Probabilistic Data Structures in Systems for AI
HyperLogLog for Deduplication
HyperLogLog (Flajolet et al., 2007) estimates the cardinality (number of distinct elements) of a multiset using O(log log n) space per counter. The algorithm works by hashing elements and observing the maximum number of leading zeros in the hash values -- more leading zeros indicate more distinct elements, with the estimator using harmonic means across multiple registers for accuracy. In AI data pipelines, HyperLogLog is used to estimate dataset diversity, detect near-duplicate documents in pre-training corpora, and monitor vocabulary coverage during tokenizer training. The standard error is approximately 1.04 / sqrt(m) where m is the number of registers, so 2^14 registers (16 KB of memory) achieve ~0.8% accuracy. The MinHash variant (Broder, 1997) enables efficient estimation of Jaccard similarity between document sets, powering deduplication pipelines that process trillions of tokens (Lee, 2022). These probabilistic data structures are essential building blocks for the data curation pipelines that underpin modern LLM training (Mitzenmacher & Upfal, 2017).

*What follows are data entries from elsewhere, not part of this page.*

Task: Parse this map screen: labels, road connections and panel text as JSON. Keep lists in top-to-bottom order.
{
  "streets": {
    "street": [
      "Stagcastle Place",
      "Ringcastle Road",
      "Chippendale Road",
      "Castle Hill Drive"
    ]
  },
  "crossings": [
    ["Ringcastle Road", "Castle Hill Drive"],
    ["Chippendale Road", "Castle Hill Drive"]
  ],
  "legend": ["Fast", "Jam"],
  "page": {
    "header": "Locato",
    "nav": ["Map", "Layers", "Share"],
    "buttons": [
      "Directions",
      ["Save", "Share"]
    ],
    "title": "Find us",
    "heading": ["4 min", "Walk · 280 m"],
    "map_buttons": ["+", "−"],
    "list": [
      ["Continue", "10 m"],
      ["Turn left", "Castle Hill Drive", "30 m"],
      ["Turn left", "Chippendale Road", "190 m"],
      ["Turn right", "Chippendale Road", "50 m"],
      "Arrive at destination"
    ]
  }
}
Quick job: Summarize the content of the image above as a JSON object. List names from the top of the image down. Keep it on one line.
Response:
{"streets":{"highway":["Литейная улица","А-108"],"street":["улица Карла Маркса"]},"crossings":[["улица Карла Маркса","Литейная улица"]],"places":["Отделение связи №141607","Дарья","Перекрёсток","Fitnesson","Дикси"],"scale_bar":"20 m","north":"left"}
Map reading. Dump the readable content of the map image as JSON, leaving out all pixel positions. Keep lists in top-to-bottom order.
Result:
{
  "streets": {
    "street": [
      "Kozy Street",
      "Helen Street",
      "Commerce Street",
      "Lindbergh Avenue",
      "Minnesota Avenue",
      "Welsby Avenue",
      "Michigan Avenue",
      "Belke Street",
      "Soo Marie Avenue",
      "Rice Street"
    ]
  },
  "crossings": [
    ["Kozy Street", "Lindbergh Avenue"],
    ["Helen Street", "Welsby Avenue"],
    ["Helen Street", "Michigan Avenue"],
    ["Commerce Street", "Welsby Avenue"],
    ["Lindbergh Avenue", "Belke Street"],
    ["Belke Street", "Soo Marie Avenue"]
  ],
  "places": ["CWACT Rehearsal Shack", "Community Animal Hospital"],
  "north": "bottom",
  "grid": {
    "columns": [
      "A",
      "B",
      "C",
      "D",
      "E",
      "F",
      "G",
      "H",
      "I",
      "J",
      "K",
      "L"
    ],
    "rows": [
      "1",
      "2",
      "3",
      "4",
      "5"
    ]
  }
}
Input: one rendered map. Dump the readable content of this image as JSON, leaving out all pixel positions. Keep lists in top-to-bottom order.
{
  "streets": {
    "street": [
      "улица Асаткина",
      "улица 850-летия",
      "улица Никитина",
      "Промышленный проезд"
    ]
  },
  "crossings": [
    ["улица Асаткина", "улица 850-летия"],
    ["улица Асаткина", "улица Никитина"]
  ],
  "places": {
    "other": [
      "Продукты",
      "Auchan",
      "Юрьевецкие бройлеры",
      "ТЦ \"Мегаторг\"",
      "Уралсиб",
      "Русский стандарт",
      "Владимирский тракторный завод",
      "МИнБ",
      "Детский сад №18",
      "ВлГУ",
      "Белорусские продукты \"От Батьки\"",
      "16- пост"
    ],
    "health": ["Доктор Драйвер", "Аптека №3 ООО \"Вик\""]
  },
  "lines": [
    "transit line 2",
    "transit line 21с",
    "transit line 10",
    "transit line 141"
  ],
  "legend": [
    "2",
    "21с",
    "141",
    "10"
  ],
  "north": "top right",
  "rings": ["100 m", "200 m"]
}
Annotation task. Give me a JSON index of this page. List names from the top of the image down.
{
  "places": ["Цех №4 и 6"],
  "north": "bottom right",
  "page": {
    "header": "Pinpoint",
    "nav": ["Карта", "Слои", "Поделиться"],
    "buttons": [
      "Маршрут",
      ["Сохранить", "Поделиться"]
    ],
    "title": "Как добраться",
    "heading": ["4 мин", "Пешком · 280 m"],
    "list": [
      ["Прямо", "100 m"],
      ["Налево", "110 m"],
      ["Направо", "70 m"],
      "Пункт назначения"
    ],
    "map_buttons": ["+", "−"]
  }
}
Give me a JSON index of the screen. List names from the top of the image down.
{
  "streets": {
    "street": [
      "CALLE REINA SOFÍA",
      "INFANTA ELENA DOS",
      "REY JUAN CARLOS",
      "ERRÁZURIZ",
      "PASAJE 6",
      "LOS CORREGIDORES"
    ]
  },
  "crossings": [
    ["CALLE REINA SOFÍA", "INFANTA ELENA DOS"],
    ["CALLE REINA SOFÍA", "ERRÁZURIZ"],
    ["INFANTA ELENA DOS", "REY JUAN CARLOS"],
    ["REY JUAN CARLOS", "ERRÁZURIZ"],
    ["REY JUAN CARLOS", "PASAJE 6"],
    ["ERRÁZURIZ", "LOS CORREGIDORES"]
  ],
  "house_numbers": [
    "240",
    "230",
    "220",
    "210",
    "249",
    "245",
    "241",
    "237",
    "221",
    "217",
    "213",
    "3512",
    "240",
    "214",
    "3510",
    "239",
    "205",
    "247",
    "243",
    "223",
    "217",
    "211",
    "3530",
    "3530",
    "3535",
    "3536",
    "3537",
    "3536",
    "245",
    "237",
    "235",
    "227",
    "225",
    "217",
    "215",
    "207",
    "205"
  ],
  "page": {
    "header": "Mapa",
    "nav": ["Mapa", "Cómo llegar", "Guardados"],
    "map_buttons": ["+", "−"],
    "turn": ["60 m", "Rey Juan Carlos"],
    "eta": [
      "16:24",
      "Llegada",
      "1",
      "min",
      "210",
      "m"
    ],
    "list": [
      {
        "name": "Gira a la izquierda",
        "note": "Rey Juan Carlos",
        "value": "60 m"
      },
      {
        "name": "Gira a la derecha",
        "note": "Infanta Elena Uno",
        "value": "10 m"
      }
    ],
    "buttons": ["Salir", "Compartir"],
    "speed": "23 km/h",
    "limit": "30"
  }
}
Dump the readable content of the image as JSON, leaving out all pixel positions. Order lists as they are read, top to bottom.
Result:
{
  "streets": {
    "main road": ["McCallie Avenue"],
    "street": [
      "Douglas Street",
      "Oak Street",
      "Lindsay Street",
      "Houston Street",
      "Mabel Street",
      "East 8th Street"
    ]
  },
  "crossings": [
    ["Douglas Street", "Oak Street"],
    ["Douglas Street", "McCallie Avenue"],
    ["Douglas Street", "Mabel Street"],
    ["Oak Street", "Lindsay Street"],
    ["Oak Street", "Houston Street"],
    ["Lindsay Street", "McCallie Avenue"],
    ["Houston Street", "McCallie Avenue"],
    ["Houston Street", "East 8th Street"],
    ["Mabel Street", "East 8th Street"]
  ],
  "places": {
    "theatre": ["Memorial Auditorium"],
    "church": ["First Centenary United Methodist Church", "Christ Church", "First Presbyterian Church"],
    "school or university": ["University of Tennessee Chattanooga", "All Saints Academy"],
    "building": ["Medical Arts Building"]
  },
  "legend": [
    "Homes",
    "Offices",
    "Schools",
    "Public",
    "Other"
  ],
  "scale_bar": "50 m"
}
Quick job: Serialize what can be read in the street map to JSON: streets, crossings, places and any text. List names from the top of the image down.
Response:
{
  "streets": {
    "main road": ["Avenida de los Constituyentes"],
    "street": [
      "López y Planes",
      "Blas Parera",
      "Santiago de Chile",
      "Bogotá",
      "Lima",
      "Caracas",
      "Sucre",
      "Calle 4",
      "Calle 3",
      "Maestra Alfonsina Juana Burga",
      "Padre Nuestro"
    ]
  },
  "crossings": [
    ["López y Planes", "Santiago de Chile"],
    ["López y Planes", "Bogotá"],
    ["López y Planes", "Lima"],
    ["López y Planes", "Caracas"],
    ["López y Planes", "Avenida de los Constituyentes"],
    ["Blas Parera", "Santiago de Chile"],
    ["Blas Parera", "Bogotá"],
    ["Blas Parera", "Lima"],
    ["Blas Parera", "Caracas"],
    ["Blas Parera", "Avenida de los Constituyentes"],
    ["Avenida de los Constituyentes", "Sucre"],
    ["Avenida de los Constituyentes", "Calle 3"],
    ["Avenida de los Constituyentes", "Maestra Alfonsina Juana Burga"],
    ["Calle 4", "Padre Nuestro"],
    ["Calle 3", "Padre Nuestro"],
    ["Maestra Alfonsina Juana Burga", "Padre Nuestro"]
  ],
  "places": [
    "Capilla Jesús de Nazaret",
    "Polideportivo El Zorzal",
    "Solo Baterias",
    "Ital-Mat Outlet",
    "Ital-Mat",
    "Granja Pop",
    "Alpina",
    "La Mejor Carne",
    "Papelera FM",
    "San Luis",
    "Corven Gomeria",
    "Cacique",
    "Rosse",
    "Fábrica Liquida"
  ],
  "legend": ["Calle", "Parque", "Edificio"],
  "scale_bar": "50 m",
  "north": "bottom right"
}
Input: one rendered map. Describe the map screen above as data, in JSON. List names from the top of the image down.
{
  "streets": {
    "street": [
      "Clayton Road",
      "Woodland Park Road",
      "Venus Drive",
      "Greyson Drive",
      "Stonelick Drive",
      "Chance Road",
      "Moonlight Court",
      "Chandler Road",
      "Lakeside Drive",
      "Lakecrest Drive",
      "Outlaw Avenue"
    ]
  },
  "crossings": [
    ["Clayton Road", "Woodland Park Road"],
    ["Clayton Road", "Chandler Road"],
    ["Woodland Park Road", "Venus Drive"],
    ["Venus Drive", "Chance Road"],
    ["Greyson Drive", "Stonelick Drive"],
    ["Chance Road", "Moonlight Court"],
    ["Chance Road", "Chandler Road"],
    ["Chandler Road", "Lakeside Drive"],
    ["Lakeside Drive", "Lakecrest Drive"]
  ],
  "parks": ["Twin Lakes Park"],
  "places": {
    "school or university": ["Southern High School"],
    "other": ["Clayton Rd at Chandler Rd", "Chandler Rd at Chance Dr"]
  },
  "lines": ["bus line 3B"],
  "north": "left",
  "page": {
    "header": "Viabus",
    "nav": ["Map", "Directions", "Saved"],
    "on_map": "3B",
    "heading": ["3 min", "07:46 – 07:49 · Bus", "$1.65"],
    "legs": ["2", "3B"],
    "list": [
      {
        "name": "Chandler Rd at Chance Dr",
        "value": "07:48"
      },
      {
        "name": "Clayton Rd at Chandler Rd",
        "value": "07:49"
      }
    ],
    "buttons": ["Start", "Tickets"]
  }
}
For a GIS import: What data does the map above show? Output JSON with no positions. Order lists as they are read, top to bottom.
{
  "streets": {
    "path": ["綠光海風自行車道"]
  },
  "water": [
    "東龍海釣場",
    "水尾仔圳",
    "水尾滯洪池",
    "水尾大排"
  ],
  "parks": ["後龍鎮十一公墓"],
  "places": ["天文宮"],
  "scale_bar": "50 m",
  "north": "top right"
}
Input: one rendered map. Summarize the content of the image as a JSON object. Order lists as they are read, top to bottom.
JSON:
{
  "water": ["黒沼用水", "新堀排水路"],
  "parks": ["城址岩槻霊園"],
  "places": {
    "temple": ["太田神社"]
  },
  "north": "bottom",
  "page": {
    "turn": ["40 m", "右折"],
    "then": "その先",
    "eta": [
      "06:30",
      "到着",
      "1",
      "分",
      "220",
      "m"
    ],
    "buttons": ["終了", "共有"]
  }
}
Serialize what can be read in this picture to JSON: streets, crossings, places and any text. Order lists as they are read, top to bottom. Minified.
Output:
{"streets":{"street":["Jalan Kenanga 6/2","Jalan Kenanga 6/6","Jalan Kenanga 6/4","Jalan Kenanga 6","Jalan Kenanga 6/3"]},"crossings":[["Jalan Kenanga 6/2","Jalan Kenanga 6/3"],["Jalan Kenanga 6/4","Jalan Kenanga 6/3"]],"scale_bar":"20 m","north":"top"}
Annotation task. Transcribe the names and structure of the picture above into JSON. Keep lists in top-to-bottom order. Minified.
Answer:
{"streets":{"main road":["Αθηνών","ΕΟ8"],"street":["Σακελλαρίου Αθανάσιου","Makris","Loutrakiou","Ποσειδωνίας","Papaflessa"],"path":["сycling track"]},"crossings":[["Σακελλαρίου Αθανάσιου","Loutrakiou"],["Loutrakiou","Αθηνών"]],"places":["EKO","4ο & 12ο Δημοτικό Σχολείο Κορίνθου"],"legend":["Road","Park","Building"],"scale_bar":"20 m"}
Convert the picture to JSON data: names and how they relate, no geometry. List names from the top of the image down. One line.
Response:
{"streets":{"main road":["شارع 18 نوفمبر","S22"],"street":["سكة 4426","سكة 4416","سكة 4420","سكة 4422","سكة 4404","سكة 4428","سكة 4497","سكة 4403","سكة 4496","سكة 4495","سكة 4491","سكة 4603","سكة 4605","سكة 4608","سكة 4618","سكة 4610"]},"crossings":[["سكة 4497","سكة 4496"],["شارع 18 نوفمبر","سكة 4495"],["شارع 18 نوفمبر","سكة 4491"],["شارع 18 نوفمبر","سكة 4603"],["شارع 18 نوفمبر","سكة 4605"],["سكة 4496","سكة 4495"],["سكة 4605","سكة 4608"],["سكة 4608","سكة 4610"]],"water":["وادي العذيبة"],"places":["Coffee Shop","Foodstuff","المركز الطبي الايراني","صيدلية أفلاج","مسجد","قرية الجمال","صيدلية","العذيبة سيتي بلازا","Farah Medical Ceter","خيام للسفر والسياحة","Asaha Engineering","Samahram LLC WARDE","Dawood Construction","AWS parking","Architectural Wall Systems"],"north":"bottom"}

Reservoir Sampling for Data Selection
Vitter's reservoir sampling (Vitter, 1985) maintains a uniform random sample of size k from a stream of unknown length n, processing each element in O(1) time. The algorithm is beautifully simple: keep the first k elements; for the i-th element (i > k), include it in the reservoir with probability k/i, replacing a random existing element. The proof of correctness follows from the invariant that after processing i elements, each has probability k/i of being in the reservoir. In AI systems, reservoir sampling is used for:
- Maintaining replay buffers in continual learning (see Chapter 1), where balanced Experience Replay (ER) (Chaudhry et al., 2019) uses reservoir sampling to maintain representative examples from all previous tasks
- Online data selection during pre-training, enabling uniform sampling from data streams of unknown length
- Constructing evaluation sets from streaming data without storing the full stream
- Fair sampling for bias evaluation, ensuring all subgroups are proportionally represented
Weighted reservoir sampling (Efraimidis & Spirakis, 2006) extends the basic algorithm to non-uniform sampling, enabling prioritized experience replay where important examples are sampled with higher probability.
Consistent Hashing for Distributed Training
Consistent hashing (Karger et al., 1997) enables balanced distribution of data and computation across workers with minimal redistribution when workers are added or removed. When a worker joins or leaves, only O(1/n) of the keys need to be remapped, compared to O(n) for standard modular hashing. In distributed AI training, consistent hashing is used for data parallelism (assigning data shards to workers), expert assignment in MoE models (routing tokens to experts with balanced load), and distributed embedding tables (partitioning large embedding lookups across memory-constrained devices). Virtual nodes improve load balance further, reducing variance in partition sizes from O(n/k) to O(n/k * log k) for k workers.
References
- Andrei Z. Broder (1997). On the Resemblance and Containment of Documents. SEQUENCES.
- Arslan Chaudhry, Marcus Rohrbach, Mohamed Elhoseiny, Robert Ajemian, Nicholas Piesco (2019). On Tiny Episodic Memories in Continual Learning. arXiv.
- Pavlos S. Efraimidis, Paul G. Spirakis (2006). Weighted Random Sampling with a Reservoir. Information Processing Letters.
- Philippe Flajolet, Eric Fusy, Olivier Gandouet, Frederic Meunier (2007). HyperLogLog: The Analysis of a Near-Optimal Cardinality Estimation Algorithm. DMTCS Proceedings.
- David Karger, Eric Lehman, Tom Leighton (1997). Consistent Hashing and Random Trees: Distributed Caching Protocols for Relieving Hot Spots on the World Wide Web. STOC.
- Katherine Lee (2022). Deduplicating Training Data Makes Language Models Better. ACL.
- Michael Mitzenmacher, Eli Upfal (2017). Probability and Computing: Randomization and Probabilistic Techniques in Algorithms and Data Analysis. Cambridge University Press.
- Jeffrey S. Vitter (1985). Random Sampling with a Reservoir. ACM Transactions on Mathematical Software.